Por Clilson Filippetti*
Muito se tem falado sobre cultura organizacional. Decidi mergulhar nesse tema com base na vivência prática que carrego ao longo dos anos atuando como consultor e conselheiro em empresas de diferentes perfis e portes. Meu objetivo aqui é explorar como a cultura impacta diretamente o presente e o futuro das organizações — para além de quadros na parede com missão, visão, valores e propósito.

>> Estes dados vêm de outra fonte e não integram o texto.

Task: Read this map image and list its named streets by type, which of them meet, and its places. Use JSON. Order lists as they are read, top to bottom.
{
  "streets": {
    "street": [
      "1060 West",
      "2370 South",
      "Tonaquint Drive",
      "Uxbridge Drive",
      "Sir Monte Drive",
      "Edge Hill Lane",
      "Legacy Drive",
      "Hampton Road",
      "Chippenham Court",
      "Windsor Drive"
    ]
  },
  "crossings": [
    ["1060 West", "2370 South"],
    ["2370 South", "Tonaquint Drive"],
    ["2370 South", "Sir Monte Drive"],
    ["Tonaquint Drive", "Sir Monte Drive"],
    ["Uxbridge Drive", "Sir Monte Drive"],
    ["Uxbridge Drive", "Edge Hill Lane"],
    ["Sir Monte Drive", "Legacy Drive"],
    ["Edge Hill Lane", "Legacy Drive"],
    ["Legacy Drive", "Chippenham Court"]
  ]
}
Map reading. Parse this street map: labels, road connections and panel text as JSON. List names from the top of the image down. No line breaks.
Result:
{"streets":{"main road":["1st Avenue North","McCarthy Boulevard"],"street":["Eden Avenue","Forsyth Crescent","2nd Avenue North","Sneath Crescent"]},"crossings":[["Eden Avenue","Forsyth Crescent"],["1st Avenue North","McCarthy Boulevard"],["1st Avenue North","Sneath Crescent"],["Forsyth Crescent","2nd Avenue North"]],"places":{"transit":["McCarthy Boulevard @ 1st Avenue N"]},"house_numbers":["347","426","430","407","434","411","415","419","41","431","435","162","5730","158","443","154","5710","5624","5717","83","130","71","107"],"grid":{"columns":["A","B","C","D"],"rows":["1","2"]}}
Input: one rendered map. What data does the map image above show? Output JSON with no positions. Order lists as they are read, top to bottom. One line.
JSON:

Um dos maiores equívocos que presencio é acreditar que o sucesso passado de uma empresa garante seu futuro. O mundo é dinâmico e os negócios estão inseridos nesse fluxo de mudanças. Vale lembrar que redes CVS e Walgreens nos EUA, que vêm perdendo espaço para a Amazon, um exemplo que ilustra o risco de empresas bem-sucedidas ignorarem sinais do mercado e da sociedade — muitas vezes ligados à sua própria cultura interna.
Hoje, inovação e tecnologia deixaram de ser diferenciais para se tornarem pré-requisitos. A inovação precisa estar conectada à real necessidade do cliente. Como Jim Collins destaca em Empresas Feitas para Vencer, o cliente não compra um produto ou serviço: ele compra a solução para sua dor. E é aqui que entra a cultura. Uma cultura voltada para o cliente pensa, age e evolui com esse foco.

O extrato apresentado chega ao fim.